Exercise directions >> For the data below, report the number of lines that contain the string "image" and nothing else.

Data for review >>
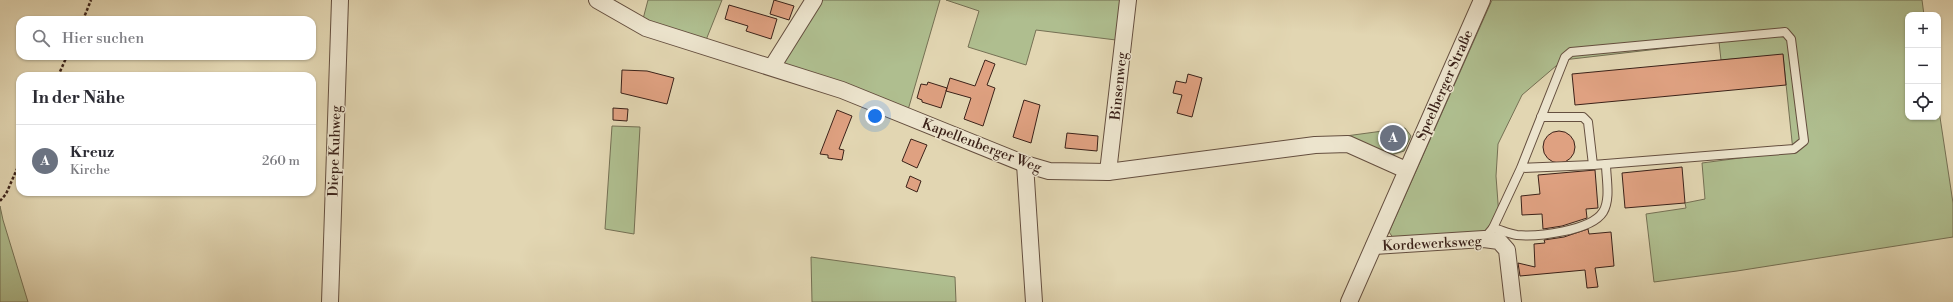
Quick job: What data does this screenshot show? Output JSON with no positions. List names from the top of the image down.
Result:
{
  "streets": {
    "street": [
      "Speelberger Straße",
      "Binsenweg",
      "Kapellenberger Weg",
      "Diepe Kuhweg",
      "Kordewerksweg"
    ]
  },
  "crossings": [
    ["Speelberger Straße", "Kapellenberger Weg"],
    ["Speelberger Straße", "Kordewerksweg"],
    ["Binsenweg", "Kapellenberger Weg"]
  ],
  "page": {
    "map_buttons": ["+", "−"],
    "search": "Hier suchen",
    "heading": "In der Nähe",
    "pins": "A",
    "list": [
      {
        "mark": "A",
        "name": "Kreuz",
        "note": "Kirche",
        "value": "260 m"
      }
    ]
  }
}
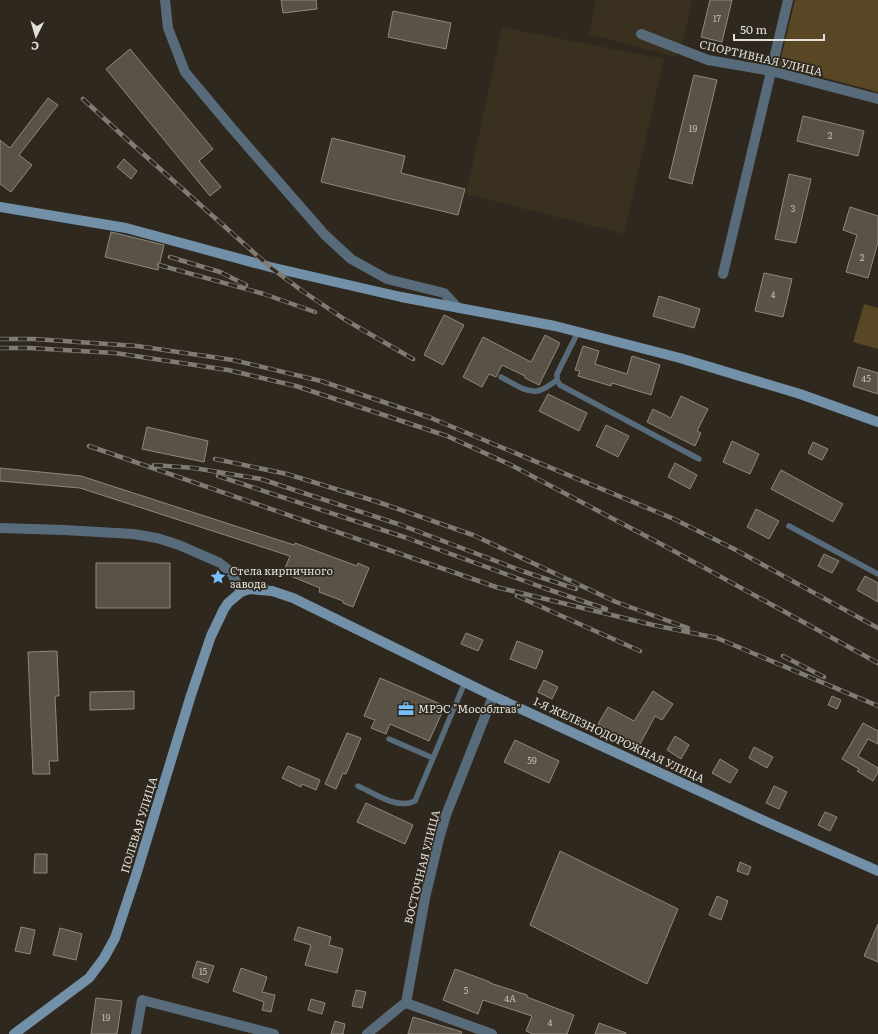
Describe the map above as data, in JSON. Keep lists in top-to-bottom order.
{
  "streets": {
    "main road": ["1-Я ЖЕЛЕЗНОДОРОЖНАЯ УЛИЦА", "ПОЛЕВАЯ УЛИЦА"],
    "street": ["СПОРТИВНАЯ УЛИЦА", "ВОСТОЧНАЯ УЛИЦА"]
  },
  "crossings": [
    ["1-Я ЖЕЛЕЗНОДОРОЖНАЯ УЛИЦА", "ПОЛЕВАЯ УЛИЦА"],
    ["1-Я ЖЕЛЕЗНОДОРОЖНАЯ УЛИЦА", "ВОСТОЧНАЯ УЛИЦА"]
  ],
  "places": {
    "place": ["Стела кирпичного завода"],
    "office": ["МРЭС \"Мособлгаз\""]
  },
  "house_numbers": [
    "17",
    "19",
    "2",
    "3",
    "2",
    "4",
    "45",
    "59",
    "15",
    "5",
    "4А",
    "19",
    "4"
  ],
  "scale_bar": "50 m",
  "north": "bottom"
}
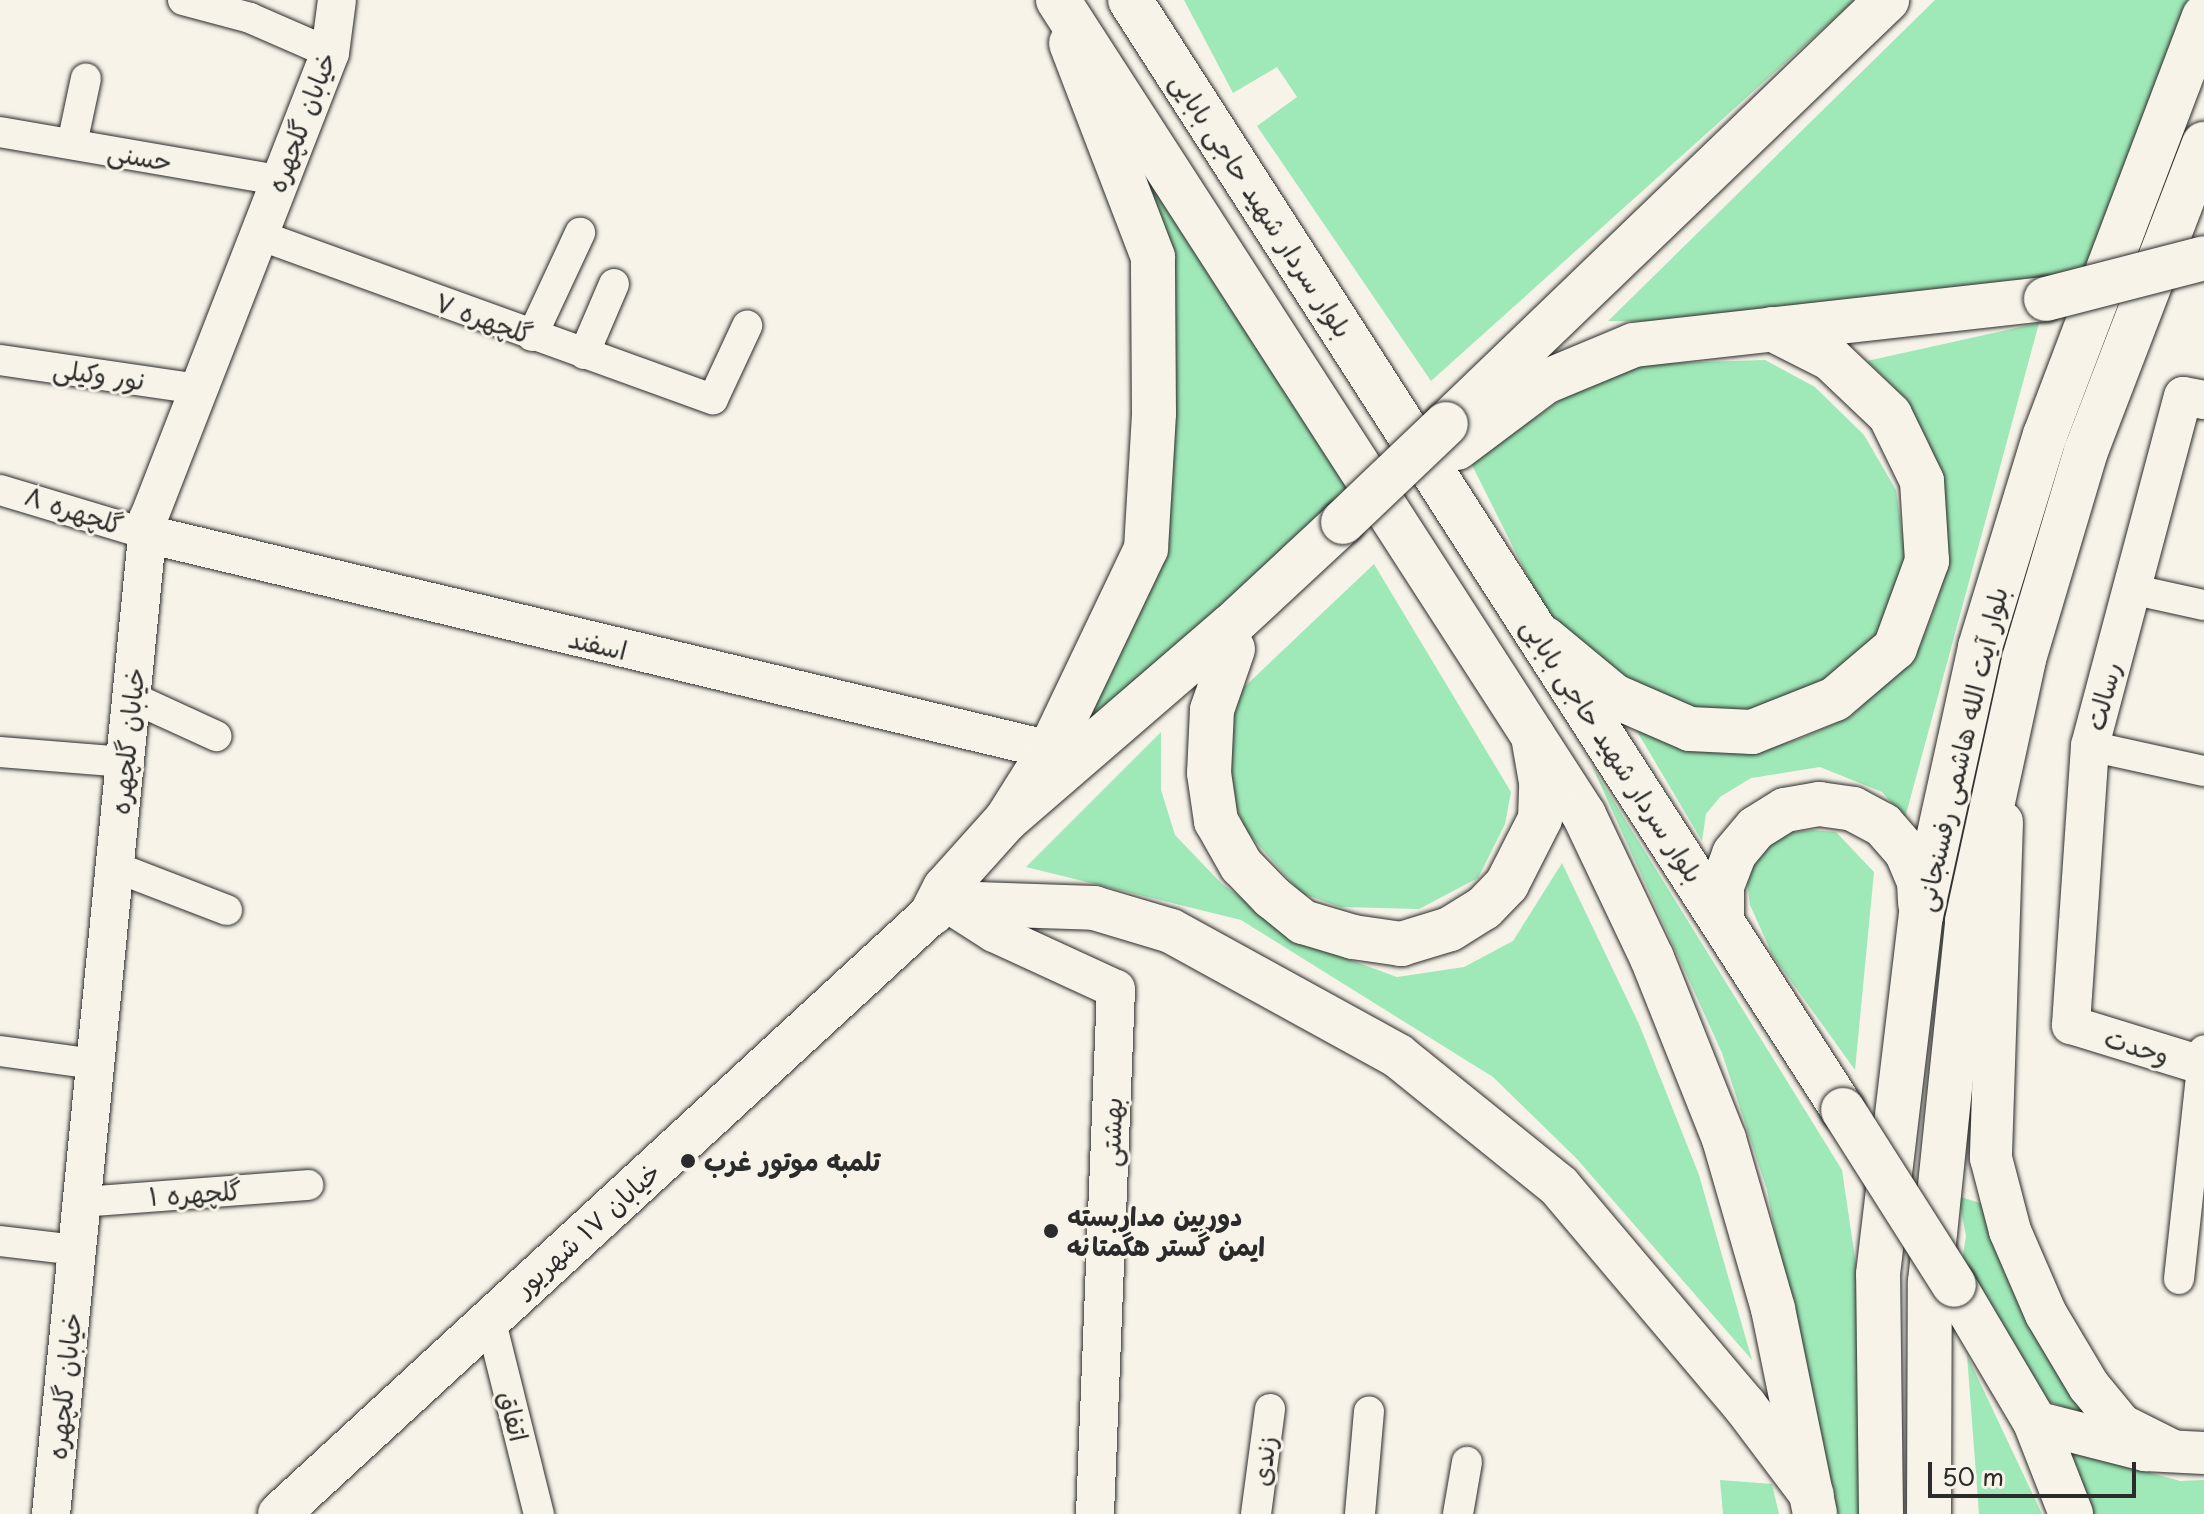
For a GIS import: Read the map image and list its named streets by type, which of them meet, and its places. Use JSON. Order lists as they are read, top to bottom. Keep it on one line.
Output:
{"streets":{"main road":["بلوار سردار شهید حاجی بابایی","بلوار آیت الله هاشمی رفسنجانی","خیابان ۱۷ شهریور"],"street":["خیابان گلچهره","حسنی","گلچهره ۷","نور وکیلی","گلچهره ۸","اسفند","رسالت","وحدت","بهشتی","گلچهره ۱","اتفاق","زندی"]},"crossings":[["خیابان گلچهره","حسنی"],["خیابان گلچهره","گلچهره ۷"],["خیابان گلچهره","نور وکیلی"],["خیابان گلچهره","گلچهره ۸"],["خیابان گلچهره","اسفند"],["خیابان گلچهره","گلچهره ۱"],["گلچهره ۸","اسفند"],["رسالت","وحدت"],["بهشتی","خیابان ۱۷ شهریور"],["خیابان ۱۷ شهریور","اتفاق"]],"places":["تلمبه موتور غرب","دوربین مداربسته ایمن گستر هگمتانه"],"scale_bar":"50 m"}
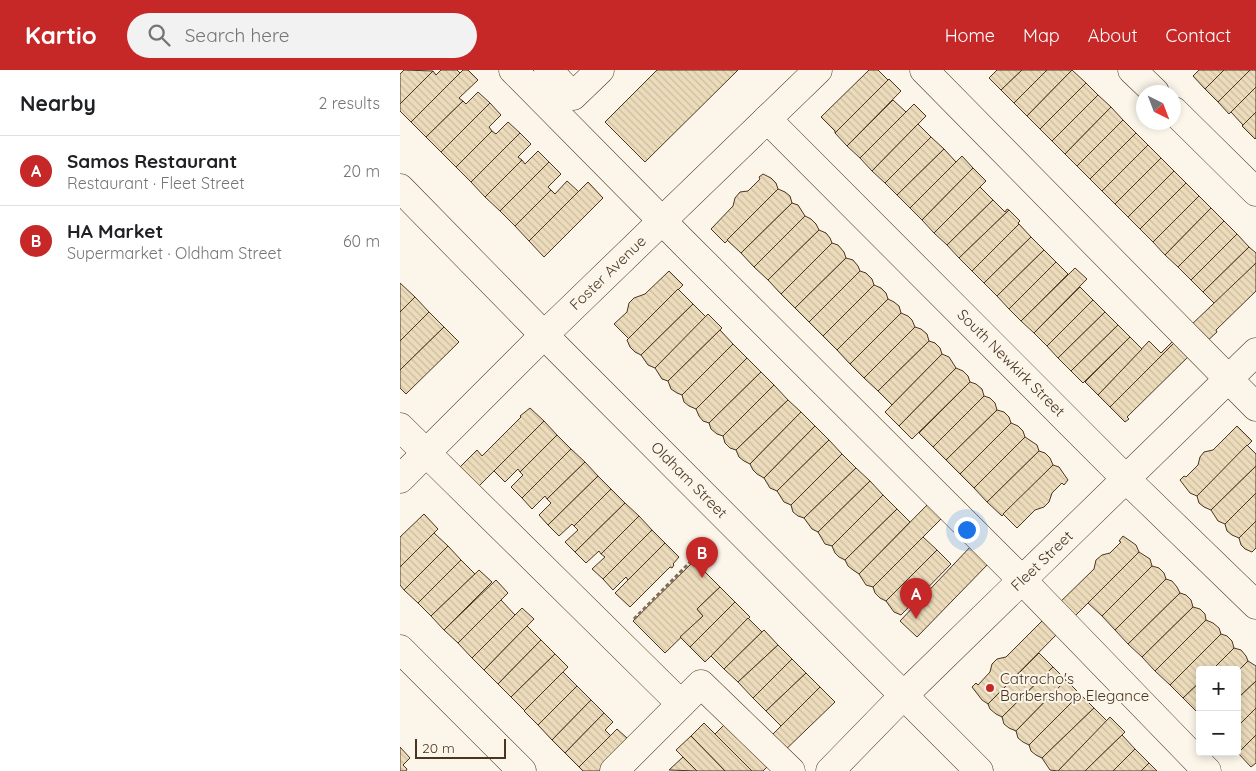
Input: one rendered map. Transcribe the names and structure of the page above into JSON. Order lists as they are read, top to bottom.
{
  "streets": {
    "street": [
      "Foster Avenue",
      "South Newkirk Street",
      "Oldham Street",
      "Fleet Street"
    ]
  },
  "crossings": [
    ["Foster Avenue", "South Newkirk Street"],
    ["Foster Avenue", "Oldham Street"],
    ["South Newkirk Street", "Fleet Street"],
    ["Oldham Street", "Fleet Street"]
  ],
  "places": ["Catracho's Barbershop Elegance"],
  "scale_bar": "20 m",
  "north": "bottom right",
  "page": {
    "header": "Kartio",
    "search": "Search here",
    "nav": [
      "Home",
      "Map",
      "About",
      "Contact"
    ],
    "heading": ["Nearby", "2 results"],
    "list": [
      {
        "mark": "A",
        "name": "Samos Restaurant",
        "note": "Restaurant · Fleet Street",
        "value": "20 m"
      },
      {
        "mark": "B",
        "name": "HA Market",
        "note": "Supermarket · Oldham Street",
        "value": "60 m"
      }
    ],
    "pins": ["B", "A"],
    "map_buttons": ["+", "−"],
    "scale": "20 m"
  }
}
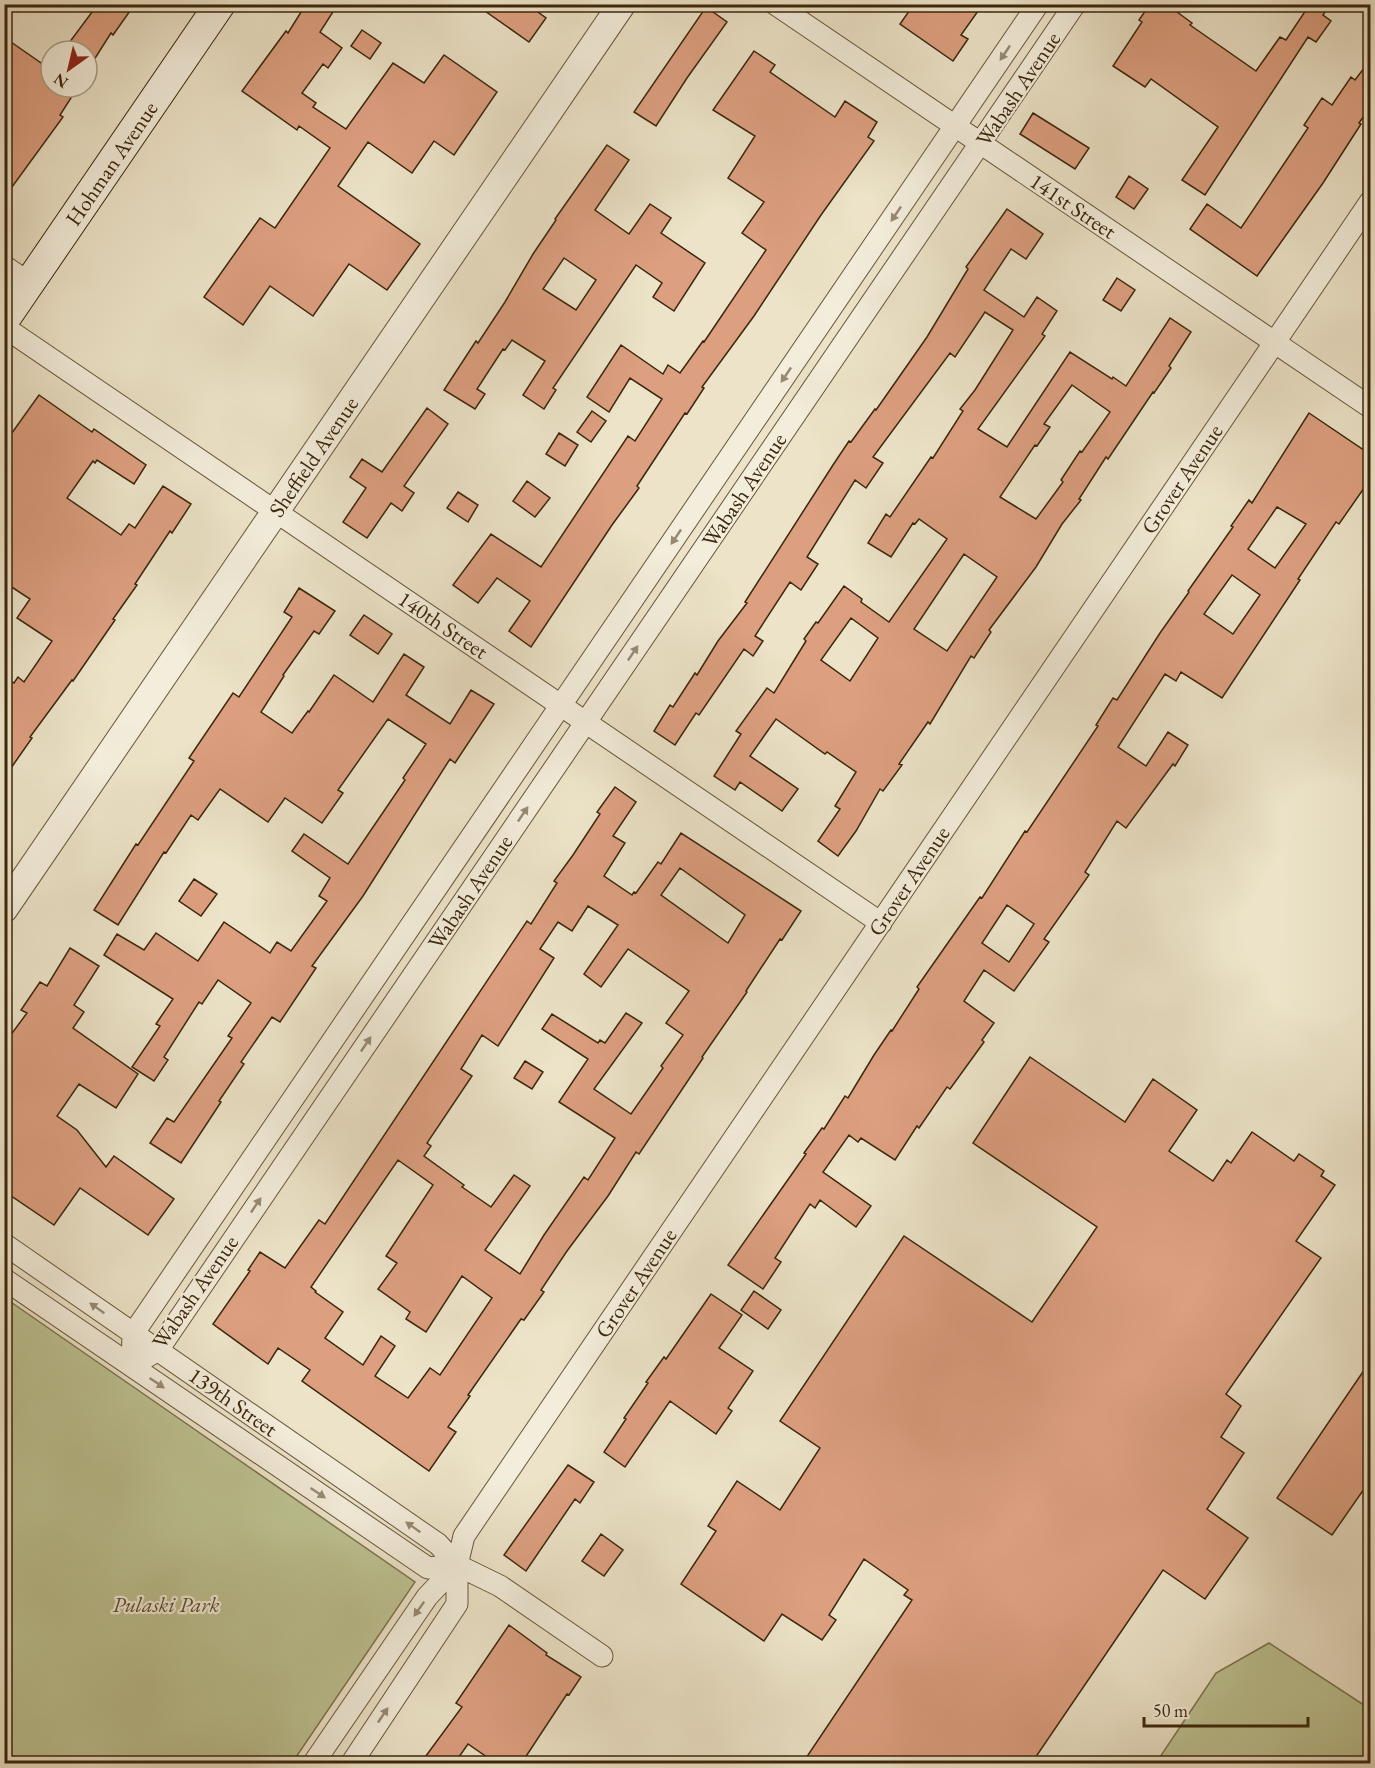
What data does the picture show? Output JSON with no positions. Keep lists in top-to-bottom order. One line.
{"streets":{"main road":["Hohman Avenue"],"street":["Wabash Avenue","141st Street","Sheffield Avenue","Grover Avenue","140th Street","139th Street"]},"crossings":[["Wabash Avenue","141st Street"],["Wabash Avenue","140th Street"],["Wabash Avenue","139th Street"],["141st Street","Grover Avenue"],["Sheffield Avenue","140th Street"],["Grover Avenue","140th Street"],["Grover Avenue","139th Street"]],"parks":["Pulaski Park"],"scale_bar":"50 m","north":"bottom left"}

Your solution >> 2